Records for the exercise section start
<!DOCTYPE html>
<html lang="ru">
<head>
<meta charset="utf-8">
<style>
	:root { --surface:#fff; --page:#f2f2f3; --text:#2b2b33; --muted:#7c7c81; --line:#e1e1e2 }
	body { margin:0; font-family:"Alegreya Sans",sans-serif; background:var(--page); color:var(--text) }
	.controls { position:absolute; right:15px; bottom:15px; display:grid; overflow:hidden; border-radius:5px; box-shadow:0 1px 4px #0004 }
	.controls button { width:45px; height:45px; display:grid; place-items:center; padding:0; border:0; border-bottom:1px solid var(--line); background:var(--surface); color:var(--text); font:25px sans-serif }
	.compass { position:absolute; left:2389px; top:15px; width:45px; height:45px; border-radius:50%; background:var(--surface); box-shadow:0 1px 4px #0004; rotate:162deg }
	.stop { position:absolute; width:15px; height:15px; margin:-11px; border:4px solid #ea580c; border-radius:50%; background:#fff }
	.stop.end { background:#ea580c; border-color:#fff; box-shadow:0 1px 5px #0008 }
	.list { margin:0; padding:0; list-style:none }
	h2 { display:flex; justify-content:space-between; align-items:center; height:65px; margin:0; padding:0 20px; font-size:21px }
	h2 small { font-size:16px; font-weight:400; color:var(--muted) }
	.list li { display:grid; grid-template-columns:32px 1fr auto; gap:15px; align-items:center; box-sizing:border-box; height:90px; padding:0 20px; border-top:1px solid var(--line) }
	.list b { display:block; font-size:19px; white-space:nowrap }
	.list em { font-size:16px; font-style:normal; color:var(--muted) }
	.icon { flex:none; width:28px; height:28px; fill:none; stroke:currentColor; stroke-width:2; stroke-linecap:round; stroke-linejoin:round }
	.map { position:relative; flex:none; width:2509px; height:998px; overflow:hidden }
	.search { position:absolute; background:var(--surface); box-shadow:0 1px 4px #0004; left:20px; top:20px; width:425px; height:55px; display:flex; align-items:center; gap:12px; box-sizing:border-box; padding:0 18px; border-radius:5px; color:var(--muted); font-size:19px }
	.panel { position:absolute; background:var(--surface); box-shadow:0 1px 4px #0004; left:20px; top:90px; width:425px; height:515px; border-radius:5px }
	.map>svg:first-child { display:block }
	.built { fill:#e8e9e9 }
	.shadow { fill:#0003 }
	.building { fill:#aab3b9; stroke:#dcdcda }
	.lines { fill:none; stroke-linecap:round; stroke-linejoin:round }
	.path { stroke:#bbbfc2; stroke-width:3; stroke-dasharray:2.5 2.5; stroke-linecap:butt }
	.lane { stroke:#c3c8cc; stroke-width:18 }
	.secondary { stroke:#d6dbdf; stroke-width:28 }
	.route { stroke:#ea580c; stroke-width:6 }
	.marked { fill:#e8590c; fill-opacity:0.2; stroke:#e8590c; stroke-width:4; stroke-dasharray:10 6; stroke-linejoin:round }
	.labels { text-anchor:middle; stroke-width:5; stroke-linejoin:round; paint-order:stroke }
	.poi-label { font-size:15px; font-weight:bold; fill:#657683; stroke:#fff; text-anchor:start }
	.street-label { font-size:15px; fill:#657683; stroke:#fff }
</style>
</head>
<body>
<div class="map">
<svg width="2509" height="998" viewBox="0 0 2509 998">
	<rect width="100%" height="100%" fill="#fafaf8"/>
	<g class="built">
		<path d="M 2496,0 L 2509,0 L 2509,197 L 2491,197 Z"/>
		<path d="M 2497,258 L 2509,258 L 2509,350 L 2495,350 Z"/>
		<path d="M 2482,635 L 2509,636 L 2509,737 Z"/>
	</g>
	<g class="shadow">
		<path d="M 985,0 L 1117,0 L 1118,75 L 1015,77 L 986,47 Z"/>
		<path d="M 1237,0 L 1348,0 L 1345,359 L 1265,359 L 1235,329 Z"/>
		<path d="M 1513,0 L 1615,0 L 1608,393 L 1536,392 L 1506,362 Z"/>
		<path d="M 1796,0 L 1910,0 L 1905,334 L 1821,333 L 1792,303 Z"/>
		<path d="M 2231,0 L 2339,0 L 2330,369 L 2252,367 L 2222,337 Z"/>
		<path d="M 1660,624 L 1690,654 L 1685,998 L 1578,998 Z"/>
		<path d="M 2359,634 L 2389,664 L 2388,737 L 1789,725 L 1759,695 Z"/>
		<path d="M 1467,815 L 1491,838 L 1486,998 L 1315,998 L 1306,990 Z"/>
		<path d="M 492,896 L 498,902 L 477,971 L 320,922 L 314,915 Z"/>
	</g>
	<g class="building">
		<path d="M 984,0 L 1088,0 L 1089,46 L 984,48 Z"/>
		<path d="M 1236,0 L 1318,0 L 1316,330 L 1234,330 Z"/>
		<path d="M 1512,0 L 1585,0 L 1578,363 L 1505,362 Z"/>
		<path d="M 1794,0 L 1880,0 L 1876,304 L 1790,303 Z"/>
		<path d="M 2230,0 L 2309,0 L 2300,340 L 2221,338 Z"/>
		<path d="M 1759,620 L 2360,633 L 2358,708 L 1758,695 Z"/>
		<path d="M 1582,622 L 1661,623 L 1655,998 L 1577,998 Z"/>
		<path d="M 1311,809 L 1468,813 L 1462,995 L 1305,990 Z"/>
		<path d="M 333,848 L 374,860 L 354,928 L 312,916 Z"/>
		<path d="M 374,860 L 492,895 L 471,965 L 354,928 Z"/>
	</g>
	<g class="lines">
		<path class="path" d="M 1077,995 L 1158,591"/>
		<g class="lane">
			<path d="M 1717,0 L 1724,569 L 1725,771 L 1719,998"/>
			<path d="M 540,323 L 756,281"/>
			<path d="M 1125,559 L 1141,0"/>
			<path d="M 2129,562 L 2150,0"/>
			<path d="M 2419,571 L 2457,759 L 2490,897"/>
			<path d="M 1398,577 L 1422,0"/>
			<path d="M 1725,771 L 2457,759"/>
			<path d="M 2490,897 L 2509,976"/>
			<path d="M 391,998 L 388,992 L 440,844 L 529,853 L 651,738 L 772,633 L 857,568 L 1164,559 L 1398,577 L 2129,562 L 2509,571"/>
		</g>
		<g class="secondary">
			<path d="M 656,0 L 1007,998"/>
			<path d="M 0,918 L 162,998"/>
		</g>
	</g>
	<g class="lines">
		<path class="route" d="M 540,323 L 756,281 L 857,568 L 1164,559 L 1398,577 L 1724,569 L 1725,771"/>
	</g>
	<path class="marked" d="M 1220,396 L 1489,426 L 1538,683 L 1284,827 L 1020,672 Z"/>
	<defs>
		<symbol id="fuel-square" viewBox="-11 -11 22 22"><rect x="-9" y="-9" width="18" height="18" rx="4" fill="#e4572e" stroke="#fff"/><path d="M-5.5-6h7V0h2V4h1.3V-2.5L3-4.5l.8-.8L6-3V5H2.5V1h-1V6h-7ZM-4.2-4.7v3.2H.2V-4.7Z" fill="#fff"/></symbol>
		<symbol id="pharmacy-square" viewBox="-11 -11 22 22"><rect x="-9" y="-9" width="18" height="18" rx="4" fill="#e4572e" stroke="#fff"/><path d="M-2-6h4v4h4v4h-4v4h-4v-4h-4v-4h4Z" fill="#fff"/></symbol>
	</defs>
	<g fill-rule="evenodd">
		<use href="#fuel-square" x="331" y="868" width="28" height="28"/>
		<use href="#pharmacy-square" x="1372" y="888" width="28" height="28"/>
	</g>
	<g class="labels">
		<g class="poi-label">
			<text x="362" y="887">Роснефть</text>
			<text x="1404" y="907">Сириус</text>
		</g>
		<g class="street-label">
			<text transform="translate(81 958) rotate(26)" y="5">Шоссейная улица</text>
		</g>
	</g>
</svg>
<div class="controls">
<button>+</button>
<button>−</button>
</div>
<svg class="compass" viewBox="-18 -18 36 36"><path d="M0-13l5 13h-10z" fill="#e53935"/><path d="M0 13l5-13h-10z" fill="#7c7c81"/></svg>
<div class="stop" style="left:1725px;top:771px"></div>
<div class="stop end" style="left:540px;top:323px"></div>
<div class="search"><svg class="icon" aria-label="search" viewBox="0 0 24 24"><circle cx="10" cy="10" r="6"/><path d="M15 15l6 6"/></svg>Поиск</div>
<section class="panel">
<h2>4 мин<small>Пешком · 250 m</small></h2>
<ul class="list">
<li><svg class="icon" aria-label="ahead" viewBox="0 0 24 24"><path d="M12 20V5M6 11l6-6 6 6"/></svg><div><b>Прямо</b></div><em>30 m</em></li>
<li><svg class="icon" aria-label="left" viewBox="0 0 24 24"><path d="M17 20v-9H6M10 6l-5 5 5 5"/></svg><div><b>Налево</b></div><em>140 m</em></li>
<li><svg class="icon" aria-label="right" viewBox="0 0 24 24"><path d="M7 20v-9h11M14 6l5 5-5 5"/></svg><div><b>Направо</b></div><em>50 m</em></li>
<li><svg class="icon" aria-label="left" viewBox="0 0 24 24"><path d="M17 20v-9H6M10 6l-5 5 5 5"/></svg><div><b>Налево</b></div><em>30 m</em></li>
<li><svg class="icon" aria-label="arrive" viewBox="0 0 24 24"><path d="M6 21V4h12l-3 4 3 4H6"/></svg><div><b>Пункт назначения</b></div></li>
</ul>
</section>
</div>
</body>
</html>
Records for the exercise section end
Copy out the lines above exactly, beginning at the one that contains "display:block; font-size:19px; white-space:nowrap" and ending at the one that contains "#0004; left:20px; top:90px;".

	.list b { display:block; font-size:19px; white-space:nowrap }
	.list em { font-size:16px; font-style:normal; color:var(--muted) }
	.icon { flex:none; width:28px; height:28px; fill:none; stroke:currentColor; stroke-width:2; stroke-linecap:round; stroke-linejoin:round }
	.map { position:relative; flex:none; width:2509px; height:998px; overflow:hidden }
	.search { position:absolute; background:var(--surface); box-shadow:0 1px 4px #0004; left:20px; top:20px; width:425px; height:55px; display:flex; align-items:center; gap:12px; box-sizing:border-box; padding:0 18px; border-radius:5px; color:var(--muted); font-size:19px }
	.panel { position:absolute; background:var(--surface); box-shadow:0 1px 4px #0004; left:20px; top:90px; width:425px; height:515px; border-radius:5px }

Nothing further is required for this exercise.